ACTION ITEM: Retype all of the data word for word, without pictures.

RECORDS FOR PROCESSING:
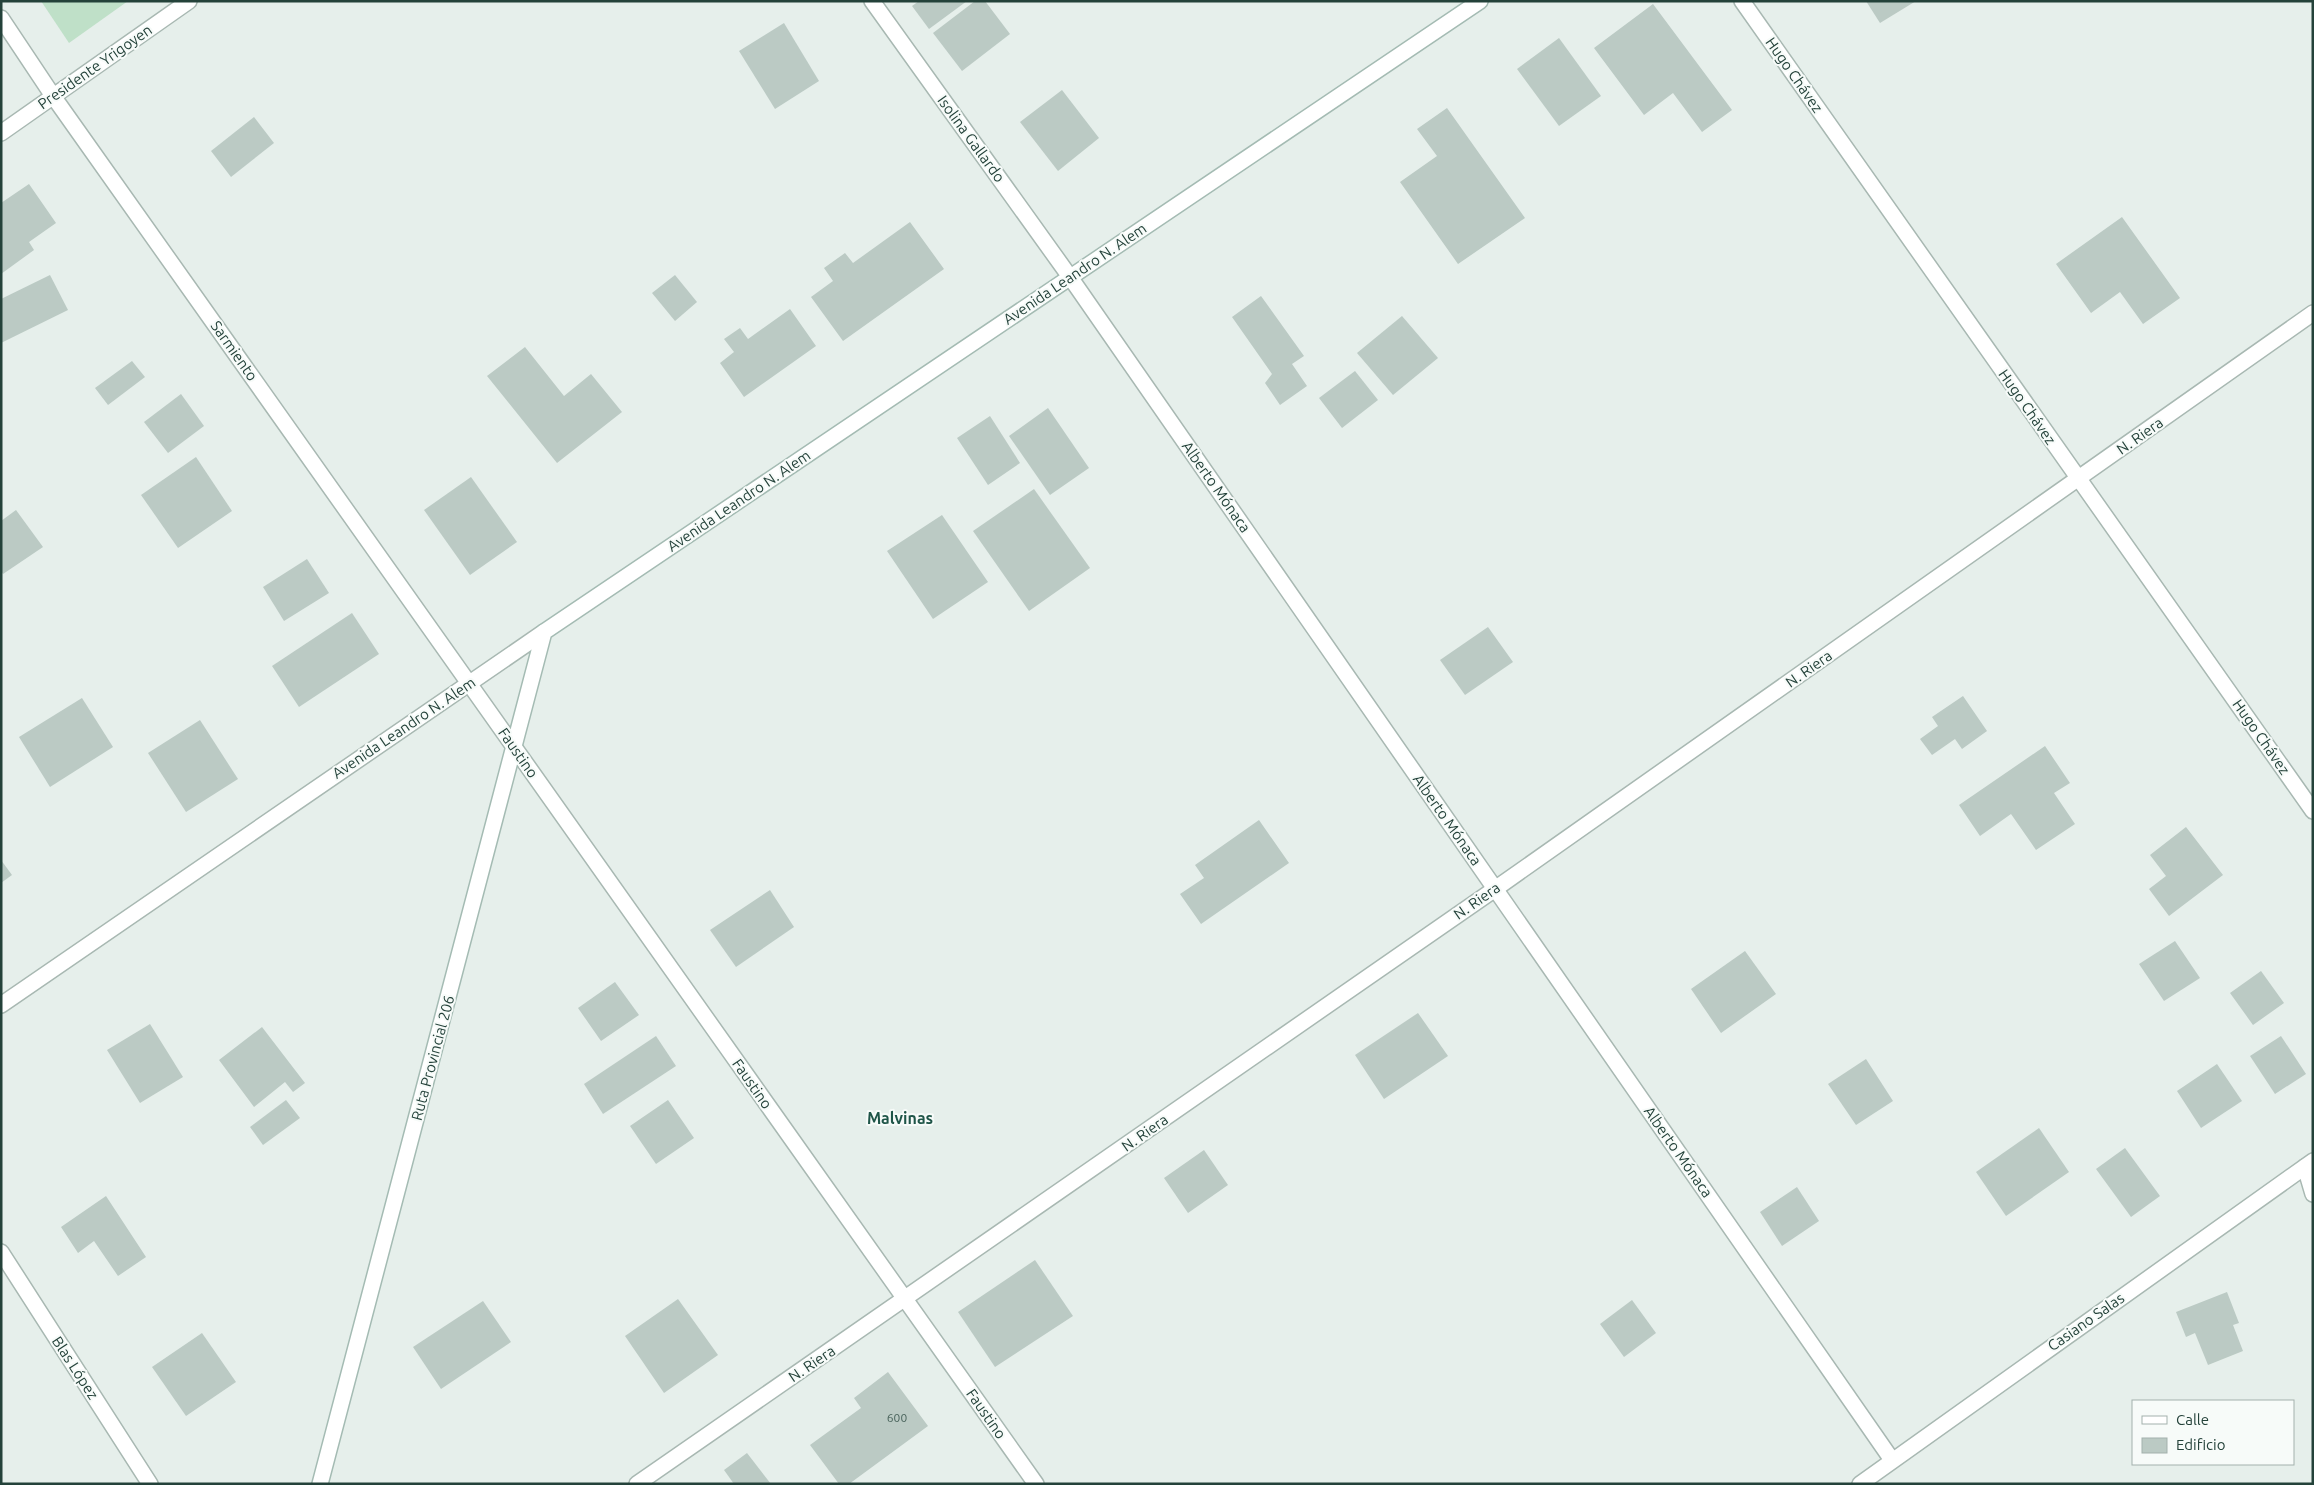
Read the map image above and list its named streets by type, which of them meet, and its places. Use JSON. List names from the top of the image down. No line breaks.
{"streets":{"street":["Presidente Yrigoyen","Hugo Chávez","Isolina Gallardo","Avenida Leandro N. Alem","Sarmiento","N. Riera","Alberto Mónaca","Faustino","Ruta Provincial 206","Casiano Salas","Blas López"]},"crossings":[["Presidente Yrigoyen","Sarmiento"],["Hugo Chávez","N. Riera"],["Isolina Gallardo","Avenida Leandro N. Alem"],["Isolina Gallardo","Alberto Mónaca"],["Avenida Leandro N. Alem","Sarmiento"],["Avenida Leandro N. Alem","Alberto Mónaca"],["Avenida Leandro N. Alem","Faustino"],["Avenida Leandro N. Alem","Ruta Provincial 206"],["Sarmiento","Faustino"],["N. Riera","Alberto Mónaca"],["N. Riera","Faustino"],["Alberto Mónaca","Casiano Salas"],["Faustino","Ruta Provincial 206"]],"districts":["Malvinas"],"house_numbers":["600"],"legend":["Calle","Edificio"]}
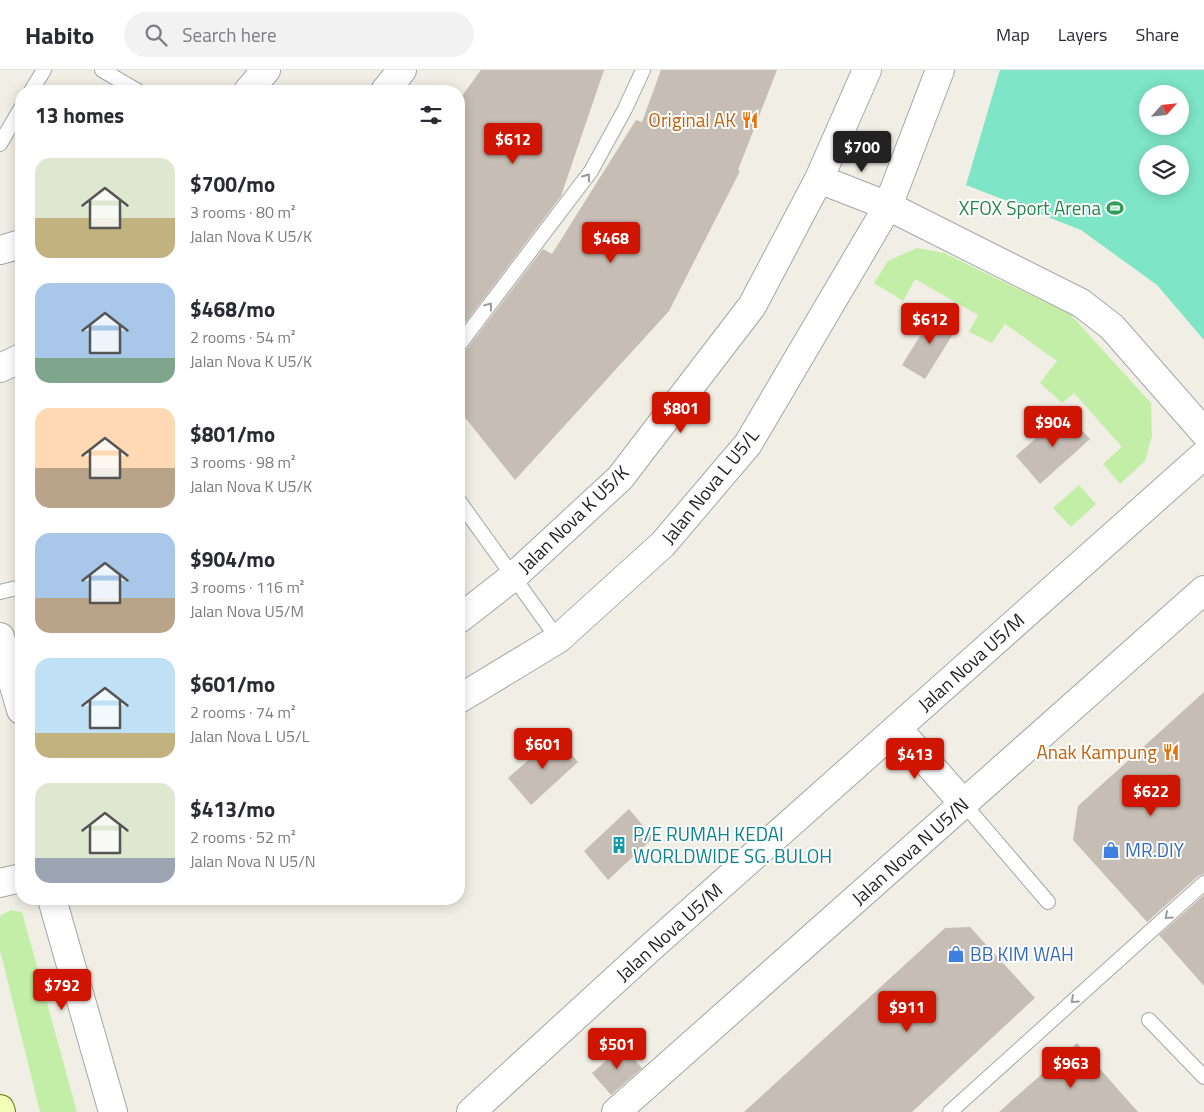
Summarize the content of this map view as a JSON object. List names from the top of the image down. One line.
{"streets":{"street":["Jalan Nova L U5/L","Jalan Nova K U5/K","Jalan Nova U5/M","Jalan Nova N U5/N"]},"places":{"restaurant":["Original AK","Anak Kampung"],"sports":["XFOX Sport Arena"],"building":["P/E RUMAH KEDAI WORLDWIDE SG. BULOH"],"shop":["MR.DIY","BB KIM WAH"]},"north":"top right","page":{"header":"Habito","search":"Search here","nav":["Map","Layers","Share"],"heading":"13 homes","price":["$612","$700","$468","$612","$801","$904","$601","$413","$622","$792","$911","$501","$963"],"list":[{"name":"$700/mo","note":"3 rooms · 80 m² · Jalan Nova K U5/K"},{"name":"$468/mo","note":"2 rooms · 54 m² · Jalan Nova K U5/K"},{"name":"$801/mo","note":"3 rooms · 98 m² · Jalan Nova K U5/K"},{"name":"$904/mo","note":"3 rooms · 116 m² · Jalan Nova U5/M"},{"name":"$601/mo","note":"2 rooms · 74 m² · Jalan Nova L U5/L"},{"name":"$413/mo","note":"2 rooms · 52 m² · Jalan Nova N U5/N"}]}}
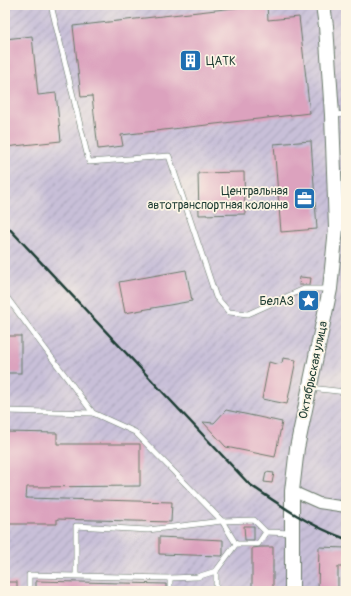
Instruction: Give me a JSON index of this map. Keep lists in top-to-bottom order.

ANSWER TO THE PROBLEM:
Read the map image above and list its named streets by type, which of them meet, and its places. Use JSON. List names from the top of the image down. No line breaks.
{"streets":{"street":["Presidente Yrigoyen","Hugo Chávez","Isolina Gallardo","Avenida Leandro N. Alem","Sarmiento","N. Riera","Alberto Mónaca","Faustino","Ruta Provincial 206","Casiano Salas","Blas López"]},"crossings":[["Presidente Yrigoyen","Sarmiento"],["Hugo Chávez","N. Riera"],["Isolina Gallardo","Avenida Leandro N. Alem"],["Isolina Gallardo","Alberto Mónaca"],["Avenida Leandro N. Alem","Sarmiento"],["Avenida Leandro N. Alem","Alberto Mónaca"],["Avenida Leandro N. Alem","Faustino"],["Avenida Leandro N. Alem","Ruta Provincial 206"],["Sarmiento","Faustino"],["N. Riera","Alberto Mónaca"],["N. Riera","Faustino"],["Alberto Mónaca","Casiano Salas"],["Faustino","Ruta Provincial 206"]],"districts":["Malvinas"],"house_numbers":["600"],"legend":["Calle","Edificio"]}
Summarize the content of this map view as a JSON object. List names from the top of the image down. One line.
{"streets":{"street":["Jalan Nova L U5/L","Jalan Nova K U5/K","Jalan Nova U5/M","Jalan Nova N U5/N"]},"places":{"restaurant":["Original AK","Anak Kampung"],"sports":["XFOX Sport Arena"],"building":["P/E RUMAH KEDAI WORLDWIDE SG. BULOH"],"shop":["MR.DIY","BB KIM WAH"]},"north":"top right","page":{"header":"Habito","search":"Search here","nav":["Map","Layers","Share"],"heading":"13 homes","price":["$612","$700","$468","$612","$801","$904","$601","$413","$622","$792","$911","$501","$963"],"list":[{"name":"$700/mo","note":"3 rooms · 80 m² · Jalan Nova K U5/K"},{"name":"$468/mo","note":"2 rooms · 54 m² · Jalan Nova K U5/K"},{"name":"$801/mo","note":"3 rooms · 98 m² · Jalan Nova K U5/K"},{"name":"$904/mo","note":"3 rooms · 116 m² · Jalan Nova U5/M"},{"name":"$601/mo","note":"2 rooms · 74 m² · Jalan Nova L U5/L"},{"name":"$413/mo","note":"2 rooms · 52 m² · Jalan Nova N U5/N"}]}}
Instruction: Give me a JSON index of this map. Keep lists in top-to-bottom order.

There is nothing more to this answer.